Data records:
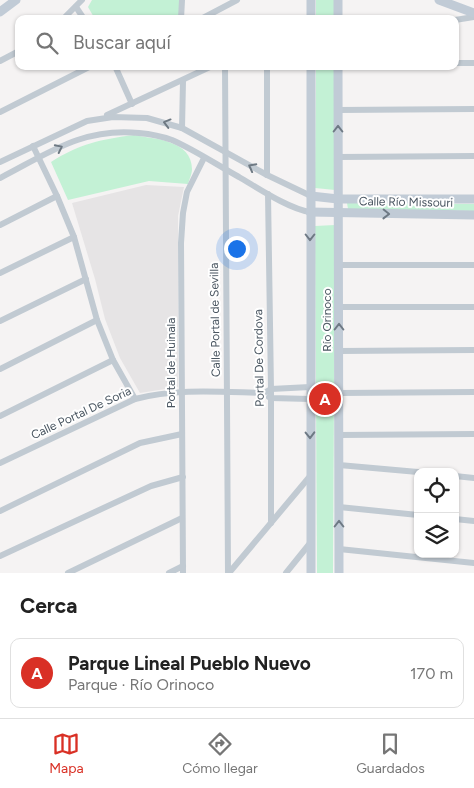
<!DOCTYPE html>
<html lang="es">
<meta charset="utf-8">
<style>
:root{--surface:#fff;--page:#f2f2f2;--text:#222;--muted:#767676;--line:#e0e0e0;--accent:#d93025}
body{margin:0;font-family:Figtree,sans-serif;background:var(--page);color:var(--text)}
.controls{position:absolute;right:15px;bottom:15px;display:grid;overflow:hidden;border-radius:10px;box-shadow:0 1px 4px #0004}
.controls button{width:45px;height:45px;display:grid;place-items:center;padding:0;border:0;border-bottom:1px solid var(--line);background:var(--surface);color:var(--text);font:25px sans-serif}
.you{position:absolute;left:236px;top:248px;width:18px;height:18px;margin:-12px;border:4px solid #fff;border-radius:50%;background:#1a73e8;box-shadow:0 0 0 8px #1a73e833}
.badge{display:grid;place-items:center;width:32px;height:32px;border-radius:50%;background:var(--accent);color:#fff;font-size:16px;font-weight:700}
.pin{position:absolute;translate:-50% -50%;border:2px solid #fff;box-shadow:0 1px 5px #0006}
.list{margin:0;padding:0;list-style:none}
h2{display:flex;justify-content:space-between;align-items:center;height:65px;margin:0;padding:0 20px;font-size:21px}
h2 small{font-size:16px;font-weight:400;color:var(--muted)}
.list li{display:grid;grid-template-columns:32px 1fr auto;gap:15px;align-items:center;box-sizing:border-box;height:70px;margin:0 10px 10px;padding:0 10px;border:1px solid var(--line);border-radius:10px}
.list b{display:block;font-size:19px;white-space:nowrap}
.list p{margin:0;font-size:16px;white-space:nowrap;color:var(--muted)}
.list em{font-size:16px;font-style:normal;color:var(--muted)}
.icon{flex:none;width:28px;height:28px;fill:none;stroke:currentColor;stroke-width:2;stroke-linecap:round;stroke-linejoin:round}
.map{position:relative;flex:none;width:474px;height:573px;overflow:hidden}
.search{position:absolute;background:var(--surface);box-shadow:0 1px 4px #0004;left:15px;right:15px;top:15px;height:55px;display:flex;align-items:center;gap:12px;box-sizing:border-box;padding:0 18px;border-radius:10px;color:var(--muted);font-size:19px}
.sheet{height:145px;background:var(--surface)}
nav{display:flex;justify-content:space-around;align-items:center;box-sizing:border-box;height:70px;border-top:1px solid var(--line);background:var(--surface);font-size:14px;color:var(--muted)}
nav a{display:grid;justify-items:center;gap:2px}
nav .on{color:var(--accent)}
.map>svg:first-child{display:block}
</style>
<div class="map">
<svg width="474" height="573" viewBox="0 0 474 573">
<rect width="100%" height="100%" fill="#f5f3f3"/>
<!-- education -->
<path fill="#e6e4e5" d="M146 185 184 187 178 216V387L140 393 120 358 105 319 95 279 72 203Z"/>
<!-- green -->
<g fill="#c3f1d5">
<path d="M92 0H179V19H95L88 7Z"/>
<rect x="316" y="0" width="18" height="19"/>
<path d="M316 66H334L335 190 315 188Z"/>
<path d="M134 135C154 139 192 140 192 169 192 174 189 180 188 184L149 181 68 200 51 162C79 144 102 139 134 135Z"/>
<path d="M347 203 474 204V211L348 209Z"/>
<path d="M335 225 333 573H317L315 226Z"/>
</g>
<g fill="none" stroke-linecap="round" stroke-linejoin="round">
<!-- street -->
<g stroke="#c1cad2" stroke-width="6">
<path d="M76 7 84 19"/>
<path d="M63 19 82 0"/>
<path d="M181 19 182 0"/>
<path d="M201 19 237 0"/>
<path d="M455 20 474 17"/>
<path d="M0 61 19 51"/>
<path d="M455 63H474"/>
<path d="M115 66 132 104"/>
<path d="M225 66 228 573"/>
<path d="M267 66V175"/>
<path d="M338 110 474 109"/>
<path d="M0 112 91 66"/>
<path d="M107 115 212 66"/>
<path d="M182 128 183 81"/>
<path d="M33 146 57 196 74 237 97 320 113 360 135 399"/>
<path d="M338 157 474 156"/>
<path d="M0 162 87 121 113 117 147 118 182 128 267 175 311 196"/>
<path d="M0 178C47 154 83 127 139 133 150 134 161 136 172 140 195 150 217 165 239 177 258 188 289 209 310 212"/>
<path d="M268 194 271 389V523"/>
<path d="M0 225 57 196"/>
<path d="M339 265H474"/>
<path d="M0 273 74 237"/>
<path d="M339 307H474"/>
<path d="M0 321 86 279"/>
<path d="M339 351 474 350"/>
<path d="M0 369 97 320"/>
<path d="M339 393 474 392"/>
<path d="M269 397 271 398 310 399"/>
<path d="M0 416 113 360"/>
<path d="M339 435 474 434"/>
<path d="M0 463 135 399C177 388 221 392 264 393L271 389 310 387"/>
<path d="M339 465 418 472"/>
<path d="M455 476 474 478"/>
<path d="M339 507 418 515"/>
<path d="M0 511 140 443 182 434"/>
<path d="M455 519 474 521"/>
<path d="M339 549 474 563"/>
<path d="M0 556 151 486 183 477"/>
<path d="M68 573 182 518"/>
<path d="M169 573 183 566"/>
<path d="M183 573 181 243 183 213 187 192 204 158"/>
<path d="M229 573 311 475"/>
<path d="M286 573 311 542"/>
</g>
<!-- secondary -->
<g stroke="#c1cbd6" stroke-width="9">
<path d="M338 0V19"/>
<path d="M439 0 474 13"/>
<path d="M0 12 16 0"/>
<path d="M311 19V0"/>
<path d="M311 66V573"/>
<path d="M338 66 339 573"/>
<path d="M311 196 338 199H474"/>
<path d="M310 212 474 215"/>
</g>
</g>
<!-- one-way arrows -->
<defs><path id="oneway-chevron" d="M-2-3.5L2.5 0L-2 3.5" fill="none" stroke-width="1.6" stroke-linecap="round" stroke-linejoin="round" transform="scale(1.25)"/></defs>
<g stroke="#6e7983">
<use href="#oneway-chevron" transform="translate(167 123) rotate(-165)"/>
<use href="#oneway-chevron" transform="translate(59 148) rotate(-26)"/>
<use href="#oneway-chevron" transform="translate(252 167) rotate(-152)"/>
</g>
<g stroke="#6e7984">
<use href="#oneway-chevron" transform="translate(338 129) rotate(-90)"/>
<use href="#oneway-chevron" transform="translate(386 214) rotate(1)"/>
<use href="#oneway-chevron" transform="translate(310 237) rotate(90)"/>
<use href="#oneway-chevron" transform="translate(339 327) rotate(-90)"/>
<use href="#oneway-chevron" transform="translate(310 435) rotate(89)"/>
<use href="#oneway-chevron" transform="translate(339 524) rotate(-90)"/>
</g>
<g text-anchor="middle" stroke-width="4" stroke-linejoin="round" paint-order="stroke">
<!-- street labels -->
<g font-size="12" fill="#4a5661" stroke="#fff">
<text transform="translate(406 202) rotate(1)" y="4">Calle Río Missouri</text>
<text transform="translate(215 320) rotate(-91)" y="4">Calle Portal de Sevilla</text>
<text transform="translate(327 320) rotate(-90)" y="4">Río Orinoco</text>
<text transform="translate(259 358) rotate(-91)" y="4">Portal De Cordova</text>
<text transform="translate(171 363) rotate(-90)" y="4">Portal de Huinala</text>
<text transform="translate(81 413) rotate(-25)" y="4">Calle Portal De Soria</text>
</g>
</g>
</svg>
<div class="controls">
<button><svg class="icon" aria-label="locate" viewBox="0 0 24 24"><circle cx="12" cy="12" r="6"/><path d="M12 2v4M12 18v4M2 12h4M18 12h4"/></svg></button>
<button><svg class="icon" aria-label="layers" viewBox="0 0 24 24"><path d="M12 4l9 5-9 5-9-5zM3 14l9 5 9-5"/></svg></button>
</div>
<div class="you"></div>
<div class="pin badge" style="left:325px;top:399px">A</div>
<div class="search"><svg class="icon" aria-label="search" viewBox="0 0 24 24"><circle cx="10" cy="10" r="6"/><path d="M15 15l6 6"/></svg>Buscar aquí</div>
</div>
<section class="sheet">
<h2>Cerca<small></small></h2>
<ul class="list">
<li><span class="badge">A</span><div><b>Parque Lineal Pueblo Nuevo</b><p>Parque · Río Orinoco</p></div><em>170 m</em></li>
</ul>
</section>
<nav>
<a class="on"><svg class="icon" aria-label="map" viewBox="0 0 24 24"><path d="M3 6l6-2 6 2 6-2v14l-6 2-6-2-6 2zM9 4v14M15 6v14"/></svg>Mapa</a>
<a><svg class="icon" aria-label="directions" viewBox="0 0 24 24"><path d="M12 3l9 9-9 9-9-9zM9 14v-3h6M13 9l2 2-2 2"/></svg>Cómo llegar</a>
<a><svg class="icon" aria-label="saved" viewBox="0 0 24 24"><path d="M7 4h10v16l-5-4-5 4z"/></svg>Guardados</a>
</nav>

Work to complete:
All lines in the data that contain the word "serif" should be copied.

Solved exercise:
body{margin:0;font-family:Figtree,sans-serif;background:var(--page);color:var(--text)}
.controls button{width:45px;height:45px;display:grid;place-items:center;padding:0;border:0;border-bottom:1px solid var(--line);background:var(--surface);color:var(--text);font:25px sans-serif}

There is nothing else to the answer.